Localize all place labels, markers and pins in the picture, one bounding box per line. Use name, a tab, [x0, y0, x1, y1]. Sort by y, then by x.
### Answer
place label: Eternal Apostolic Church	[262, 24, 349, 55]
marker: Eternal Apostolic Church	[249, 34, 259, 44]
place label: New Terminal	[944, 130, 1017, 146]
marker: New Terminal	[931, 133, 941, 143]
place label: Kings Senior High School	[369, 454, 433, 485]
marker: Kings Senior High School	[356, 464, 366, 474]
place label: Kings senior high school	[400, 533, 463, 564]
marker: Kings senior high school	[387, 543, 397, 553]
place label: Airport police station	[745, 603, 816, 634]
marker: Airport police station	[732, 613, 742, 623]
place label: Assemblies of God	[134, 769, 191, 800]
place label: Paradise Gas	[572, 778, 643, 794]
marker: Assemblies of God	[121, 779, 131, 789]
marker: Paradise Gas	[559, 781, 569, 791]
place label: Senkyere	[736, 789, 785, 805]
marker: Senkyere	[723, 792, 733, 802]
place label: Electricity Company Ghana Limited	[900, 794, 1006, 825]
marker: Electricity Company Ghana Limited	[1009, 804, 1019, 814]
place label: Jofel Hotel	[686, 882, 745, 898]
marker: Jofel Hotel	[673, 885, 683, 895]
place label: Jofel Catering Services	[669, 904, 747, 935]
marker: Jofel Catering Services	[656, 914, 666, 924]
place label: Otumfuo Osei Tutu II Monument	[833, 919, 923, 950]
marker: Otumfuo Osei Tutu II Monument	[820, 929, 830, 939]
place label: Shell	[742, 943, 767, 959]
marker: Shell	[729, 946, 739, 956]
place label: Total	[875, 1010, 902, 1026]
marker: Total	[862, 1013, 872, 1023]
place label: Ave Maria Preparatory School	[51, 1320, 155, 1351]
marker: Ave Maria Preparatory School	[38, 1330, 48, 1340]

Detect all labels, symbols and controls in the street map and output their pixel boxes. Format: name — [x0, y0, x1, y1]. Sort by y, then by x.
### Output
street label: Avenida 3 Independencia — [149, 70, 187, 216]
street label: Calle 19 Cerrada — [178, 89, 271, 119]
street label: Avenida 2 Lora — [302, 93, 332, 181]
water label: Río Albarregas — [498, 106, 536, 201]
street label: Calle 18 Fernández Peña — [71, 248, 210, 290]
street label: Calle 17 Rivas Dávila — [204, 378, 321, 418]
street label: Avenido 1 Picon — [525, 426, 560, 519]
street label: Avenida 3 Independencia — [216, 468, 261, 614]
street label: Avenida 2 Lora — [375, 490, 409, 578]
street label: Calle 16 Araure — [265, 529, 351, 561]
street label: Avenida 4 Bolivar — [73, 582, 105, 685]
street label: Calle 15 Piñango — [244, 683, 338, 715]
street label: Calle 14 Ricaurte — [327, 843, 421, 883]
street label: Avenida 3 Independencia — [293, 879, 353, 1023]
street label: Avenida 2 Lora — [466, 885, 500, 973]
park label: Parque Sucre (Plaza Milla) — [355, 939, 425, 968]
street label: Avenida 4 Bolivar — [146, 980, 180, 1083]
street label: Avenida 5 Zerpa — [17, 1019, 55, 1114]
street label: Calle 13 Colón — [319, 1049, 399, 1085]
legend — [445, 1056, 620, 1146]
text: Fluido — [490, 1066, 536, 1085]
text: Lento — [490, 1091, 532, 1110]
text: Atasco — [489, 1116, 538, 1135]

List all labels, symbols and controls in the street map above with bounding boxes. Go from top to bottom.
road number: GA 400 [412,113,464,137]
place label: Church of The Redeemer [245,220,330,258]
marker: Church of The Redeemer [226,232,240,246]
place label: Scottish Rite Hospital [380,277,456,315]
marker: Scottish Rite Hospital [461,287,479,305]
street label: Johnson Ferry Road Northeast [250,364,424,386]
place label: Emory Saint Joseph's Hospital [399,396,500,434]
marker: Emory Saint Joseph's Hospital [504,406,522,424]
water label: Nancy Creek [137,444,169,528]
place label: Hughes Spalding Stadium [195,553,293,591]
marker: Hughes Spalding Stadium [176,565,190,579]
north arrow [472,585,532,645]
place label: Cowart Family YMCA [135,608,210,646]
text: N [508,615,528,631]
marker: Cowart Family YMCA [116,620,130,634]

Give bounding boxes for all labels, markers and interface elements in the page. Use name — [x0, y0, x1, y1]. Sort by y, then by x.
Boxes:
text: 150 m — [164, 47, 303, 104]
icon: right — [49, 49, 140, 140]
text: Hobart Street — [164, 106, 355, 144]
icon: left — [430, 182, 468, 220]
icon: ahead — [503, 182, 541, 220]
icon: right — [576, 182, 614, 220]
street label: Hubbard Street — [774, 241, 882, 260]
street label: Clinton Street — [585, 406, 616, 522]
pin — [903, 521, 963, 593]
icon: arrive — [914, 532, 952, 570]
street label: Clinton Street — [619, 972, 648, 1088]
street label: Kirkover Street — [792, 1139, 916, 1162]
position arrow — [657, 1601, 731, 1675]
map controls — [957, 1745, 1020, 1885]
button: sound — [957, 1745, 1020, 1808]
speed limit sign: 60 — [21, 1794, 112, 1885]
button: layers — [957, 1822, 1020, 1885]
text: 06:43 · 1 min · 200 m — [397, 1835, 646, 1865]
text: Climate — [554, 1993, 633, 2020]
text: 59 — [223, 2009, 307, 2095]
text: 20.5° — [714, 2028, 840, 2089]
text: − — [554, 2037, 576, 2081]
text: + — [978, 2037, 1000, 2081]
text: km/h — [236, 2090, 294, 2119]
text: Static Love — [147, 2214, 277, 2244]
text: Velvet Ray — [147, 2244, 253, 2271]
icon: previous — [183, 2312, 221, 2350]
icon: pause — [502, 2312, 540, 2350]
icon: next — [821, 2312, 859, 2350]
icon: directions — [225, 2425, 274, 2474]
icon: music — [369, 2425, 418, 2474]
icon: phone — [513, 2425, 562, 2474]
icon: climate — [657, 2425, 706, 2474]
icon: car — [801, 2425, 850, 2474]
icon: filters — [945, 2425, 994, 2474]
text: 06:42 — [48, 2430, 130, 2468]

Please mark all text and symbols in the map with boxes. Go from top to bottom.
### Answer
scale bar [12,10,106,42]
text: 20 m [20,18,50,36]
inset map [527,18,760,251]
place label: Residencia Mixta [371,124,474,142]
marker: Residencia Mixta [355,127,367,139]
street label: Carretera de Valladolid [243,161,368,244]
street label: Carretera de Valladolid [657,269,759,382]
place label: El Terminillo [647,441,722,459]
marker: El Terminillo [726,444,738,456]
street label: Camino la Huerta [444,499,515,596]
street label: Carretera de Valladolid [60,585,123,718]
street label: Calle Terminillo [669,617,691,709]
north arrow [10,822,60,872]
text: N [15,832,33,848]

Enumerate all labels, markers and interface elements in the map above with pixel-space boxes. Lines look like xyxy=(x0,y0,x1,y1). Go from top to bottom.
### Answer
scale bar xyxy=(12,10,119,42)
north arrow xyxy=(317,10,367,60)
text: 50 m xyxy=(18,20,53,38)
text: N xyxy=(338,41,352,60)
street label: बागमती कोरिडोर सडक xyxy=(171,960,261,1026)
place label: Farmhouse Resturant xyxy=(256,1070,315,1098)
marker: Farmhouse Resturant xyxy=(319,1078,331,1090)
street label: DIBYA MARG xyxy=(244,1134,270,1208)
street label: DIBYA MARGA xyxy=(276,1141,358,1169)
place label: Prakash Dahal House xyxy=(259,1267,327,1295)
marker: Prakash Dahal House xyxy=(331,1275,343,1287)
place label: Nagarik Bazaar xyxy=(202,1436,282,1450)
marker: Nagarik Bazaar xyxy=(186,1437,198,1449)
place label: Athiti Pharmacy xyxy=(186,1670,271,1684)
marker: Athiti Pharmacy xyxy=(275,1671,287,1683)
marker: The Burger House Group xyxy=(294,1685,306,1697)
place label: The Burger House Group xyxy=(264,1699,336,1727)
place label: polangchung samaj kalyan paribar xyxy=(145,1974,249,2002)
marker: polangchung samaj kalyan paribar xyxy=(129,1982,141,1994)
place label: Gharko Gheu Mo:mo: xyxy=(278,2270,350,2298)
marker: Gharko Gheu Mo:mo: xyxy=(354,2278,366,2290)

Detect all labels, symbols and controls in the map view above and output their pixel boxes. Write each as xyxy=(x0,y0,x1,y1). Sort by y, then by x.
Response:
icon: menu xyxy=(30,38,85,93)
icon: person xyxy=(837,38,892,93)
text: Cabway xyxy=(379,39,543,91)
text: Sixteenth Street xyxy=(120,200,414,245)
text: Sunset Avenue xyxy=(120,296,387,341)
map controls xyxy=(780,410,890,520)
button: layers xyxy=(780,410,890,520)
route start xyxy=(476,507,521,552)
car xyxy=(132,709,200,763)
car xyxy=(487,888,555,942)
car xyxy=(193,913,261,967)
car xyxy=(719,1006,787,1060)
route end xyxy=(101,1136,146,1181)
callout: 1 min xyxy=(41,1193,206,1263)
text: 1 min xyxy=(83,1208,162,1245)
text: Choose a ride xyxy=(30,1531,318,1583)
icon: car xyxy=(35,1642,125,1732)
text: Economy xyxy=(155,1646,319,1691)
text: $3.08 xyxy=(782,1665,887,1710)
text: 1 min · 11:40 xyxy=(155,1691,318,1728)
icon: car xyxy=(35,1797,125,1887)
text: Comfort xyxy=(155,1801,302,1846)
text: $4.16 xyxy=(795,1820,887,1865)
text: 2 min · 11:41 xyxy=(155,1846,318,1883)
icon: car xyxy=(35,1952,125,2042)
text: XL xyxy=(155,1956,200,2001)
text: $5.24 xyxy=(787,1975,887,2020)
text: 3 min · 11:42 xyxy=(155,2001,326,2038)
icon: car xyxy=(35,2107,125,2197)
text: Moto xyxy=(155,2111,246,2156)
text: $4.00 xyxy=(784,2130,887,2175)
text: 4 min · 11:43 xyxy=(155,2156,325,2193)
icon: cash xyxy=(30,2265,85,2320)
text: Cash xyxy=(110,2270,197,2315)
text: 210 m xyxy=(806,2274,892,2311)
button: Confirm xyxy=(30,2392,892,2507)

======

*The task*: Each line in the data that holds the word "Resturant" must be copied.

*Answer space*:
place label: Farmhouse Resturant xyxy=(256,1070,315,1098)
marker: Farmhouse Resturant xyxy=(319,1078,331,1090)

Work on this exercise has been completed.